A review by joyousreads132
Freakboy by Kristin Elizabeth Clark

4.0

This is a free verse novel about the startling reality of a boy who found himself lost inside his own body. Brendan Chase has a girlfriend, a star wrestler, and a teenager normal enough to heed the call of his rioting hormones. But nobody else knows the war his mind wages against his body. His fascination with the woman’s anatomy altered from curiosity to abject desire; a desire that had little to do with sex and more to do with the allure of having softer body, a curvier silhouette, and hair that falls like a curtain of silk. It’s not about an excuse to wear dresses; it’s about finally being comfortable in his own skin. Much like any coming of age novels, Freakboy shows the painful reality that sometimes, accepting one’s self could mean pitiable isolation.

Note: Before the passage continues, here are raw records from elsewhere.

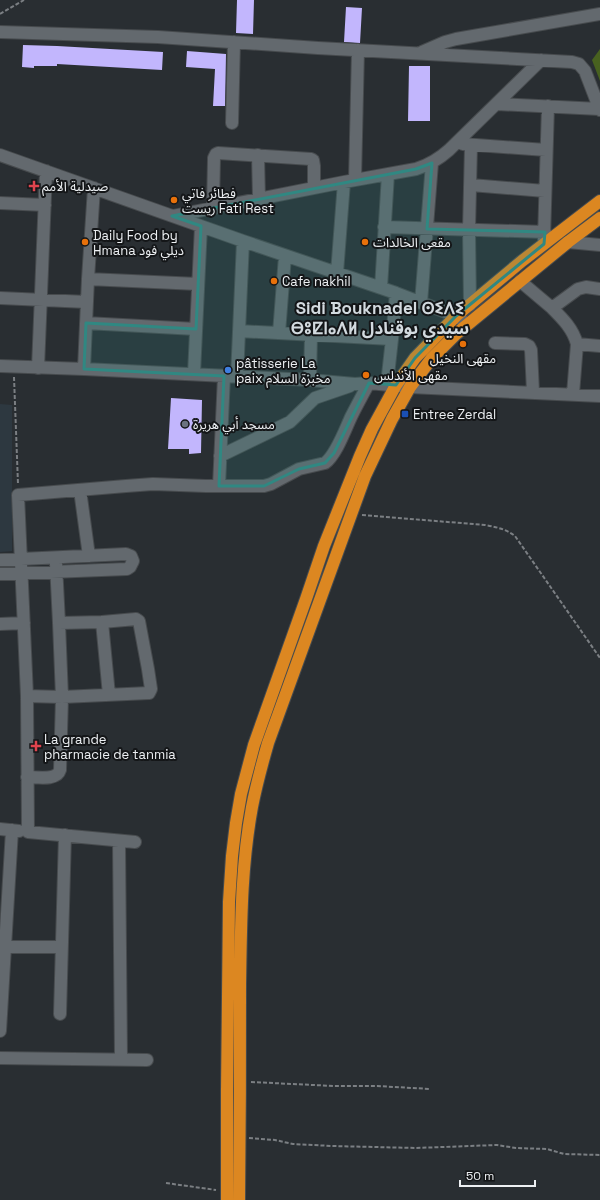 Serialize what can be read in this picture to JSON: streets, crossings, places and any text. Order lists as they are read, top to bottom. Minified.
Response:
{"districts":["Sidi Bouknadel ⵙⵉⴷⵉ ⴱⵓⵇⵏⴰⴷⵍ سيدي بوقنادل"],"places":{"health":["صيدلية الأمم","La grande pharmacie de tanmia"],"other":["فطائر فاتي ريست Fati Rest","Daily Food by Hmana ديلي فود","مقعى الخالدات","Cafe nakhil","مقهى النخيل","pâtisserie La paix مخبزة السلام","مقهى الأندلس","مسجد أبي هريرة"],"transit":["Entree Zerdal"]},"scale_bar":"50 m"} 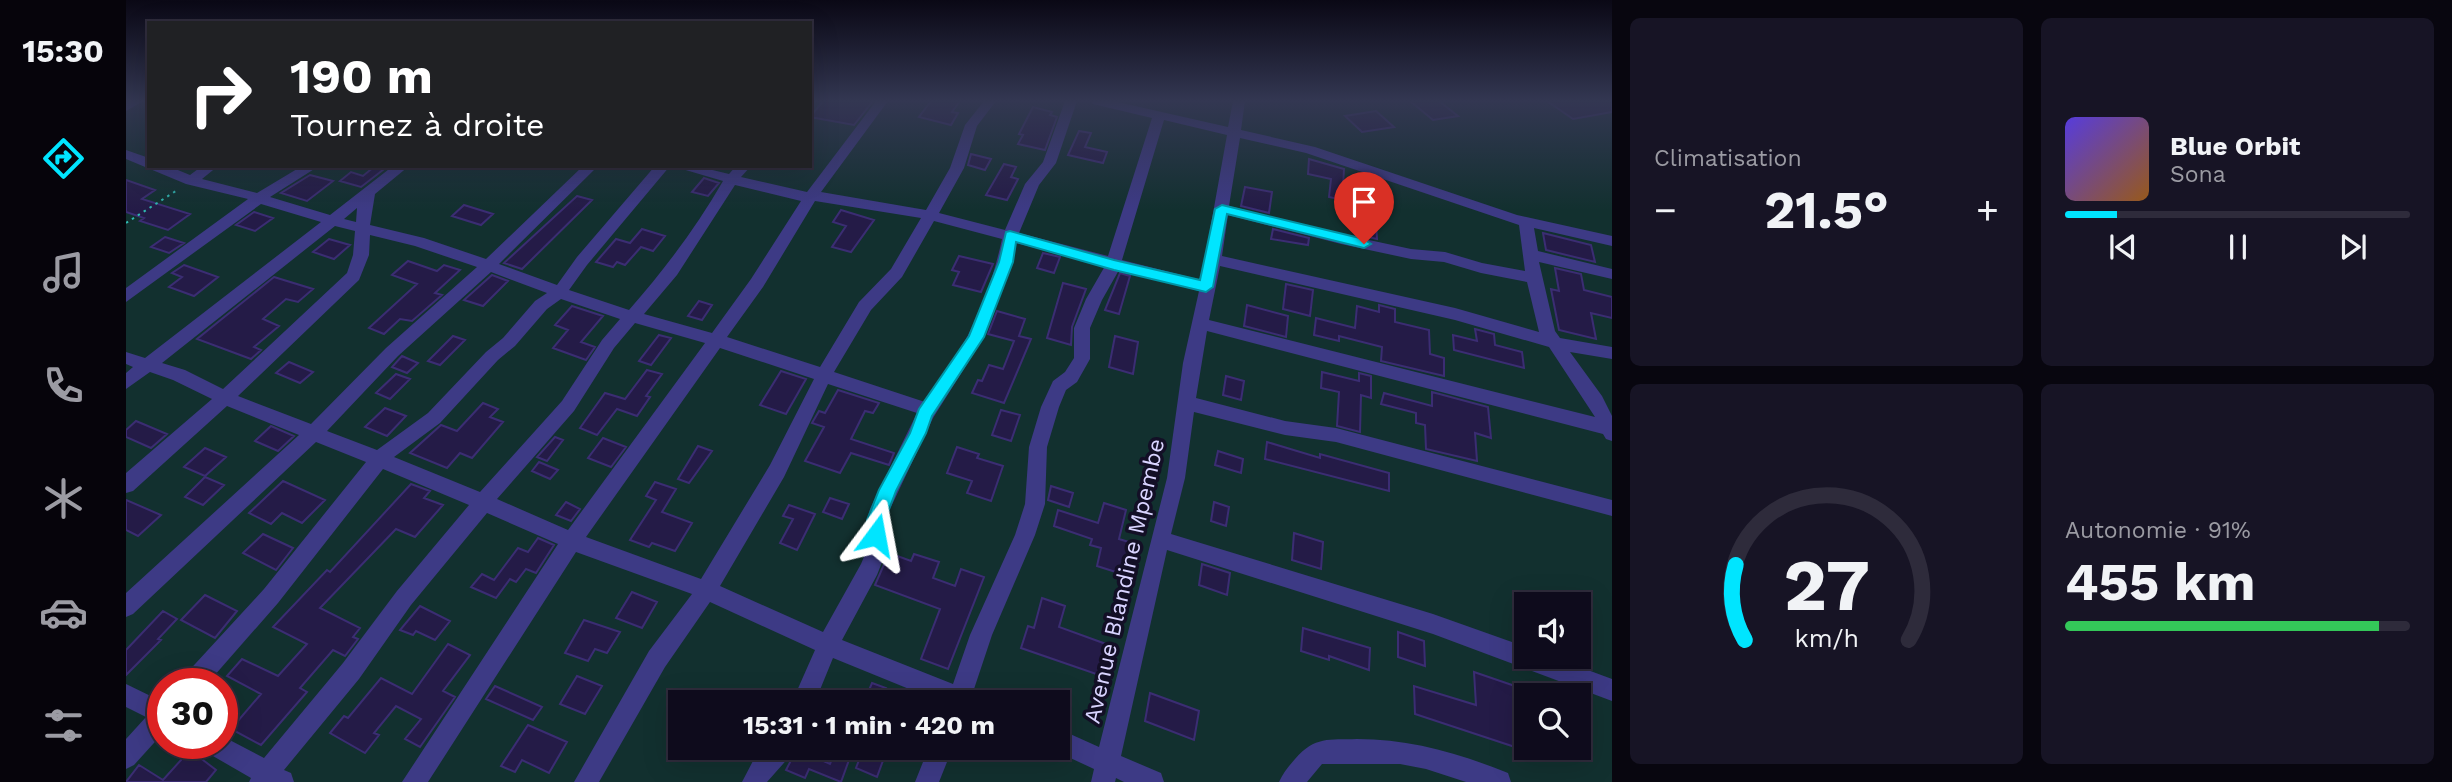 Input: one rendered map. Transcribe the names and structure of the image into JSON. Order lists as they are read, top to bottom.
{
  "streets": {
    "street": ["Avenue Blandine Mpembe"]
  },
  "page": {
    "tabs": "15:30",
    "tile": [
      "Climatisation",
      ["Autonomie · 91%", "455 km"]
    ],
    "turn": ["190 m", "Tournez à droite"],
    "song": ["Blue Orbit", "Sona"],
    "heat": ["−", "21.5°", "+"],
    "limit": "30",
    "trip": "15:31 · 1 min · 420 m",
    "gauge": ["27", "km/h"]
  }
} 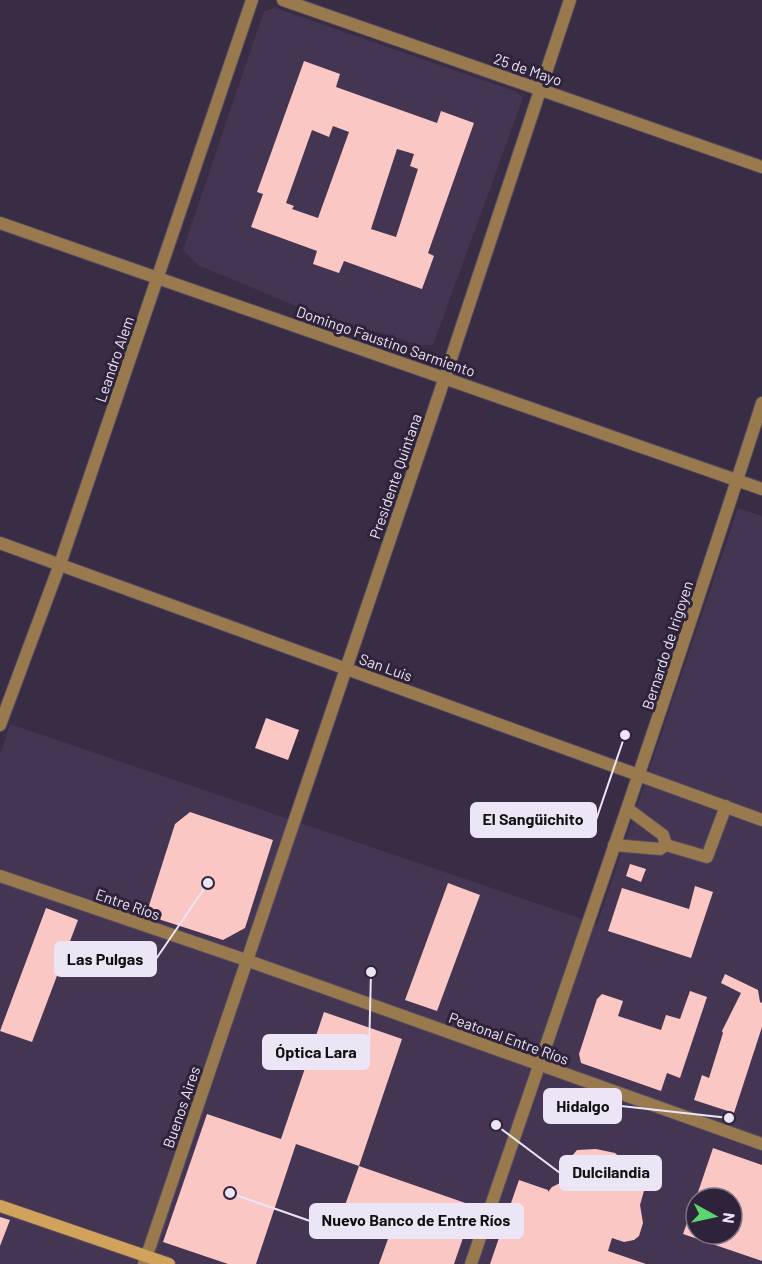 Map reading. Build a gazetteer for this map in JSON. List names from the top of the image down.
{
  "streets": {
    "street": [
      "25 de Mayo",
      "Domingo Faustino Sarmiento",
      "Leandro Alem",
      "Presidente Quintana",
      "Bernardo de Irigoyen",
      "San Luis",
      "Entre Ríos",
      "Peatonal Entre Ríos",
      "Buenos Aires"
    ]
  },
  "crossings": [
    ["25 de Mayo", "Presidente Quintana"],
    ["Domingo Faustino Sarmiento", "Leandro Alem"],
    ["Domingo Faustino Sarmiento", "Presidente Quintana"],
    ["Domingo Faustino Sarmiento", "Bernardo de Irigoyen"],
    ["Leandro Alem", "San Luis"],
    ["Presidente Quintana", "San Luis"],
    ["Presidente Quintana", "Entre Ríos"],
    ["Presidente Quintana", "Peatonal Entre Ríos"],
    ["Presidente Quintana", "Buenos Aires"],
    ["Bernardo de Irigoyen", "San Luis"],
    ["Bernardo de Irigoyen", "Peatonal Entre Ríos"],
    ["Entre Ríos", "Peatonal Entre Ríos"],
    ["Entre Ríos", "Buenos Aires"],
    ["Peatonal Entre Ríos", "Buenos Aires"]
  ],
  "places": [
    "El Sangüichito",
    "Las Pulgas",
    "Óptica Lara",
    "Hidalgo",
    "Dulcilandia",
    "Nuevo Banco de Entre Ríos"
  ],
  "north": "right"
}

On the periphery is his girlfriend Vanessa. She’d unconscionably given up her friends for Brendan, so when he gets into his moods, she feels isolated. But maybe if they have sex, they’ll bridge the gap that starting to widen as his depression gets worse and rampant? She doesn’t know his state of mind; he doesn’t share, and she’s afraid that when she finally gives it up, Brendan will lose his interest altogether.

Then there’s Angel; a transsexual who believes that no matter how difficult life was for her, she’s still lucky. She believes in paying it forward. So when she sees Brendan and saw the tell-tale signs of a boy on the wayward path, she offered what no one would at the time when she was headed in the same direction: friendship and understanding.

I’ve read many LGB books in my short life, but never books about T. Freakboy gave me an insight as to how much harder it is when you wake up every morning feeling like you want to peel the skin off of your own body to reveal who you exactly are. Brendan’s desperation to find himself was made palpable by Clark’s stark prose. It’s a pain in his chest that claws at the reader rather emphatically.

“Far beyond
feeling mean
at the thought
of making them guess

all I feel
is a forever
dull ache

that will
probably
exist

for as
long as
I do.”

You can feel the loneliness, and the abject terror that he’ll never figure out where he belongs. Unlucky for Vanessa, she got caught in a chaos of Brendan’s soul searching. While I didn’t agree with the way he strung her along, I can’t say that I would’ve done it any other way. The truth is, how do you tell your girlfriend you wanted to be a girl? Especially after you had sex with her? It was inevitable heartache all around.

All in all, I wished for a better ending. As much as I love the ambiguity of it all, I feel, it just wasn’t enough. This novel is relevant, and provocative. It offers hope that no matter how desperate you may think your situation is, somewhere out there, someone has it worse than you. But most importantly, you are only alone if you chose to be alone.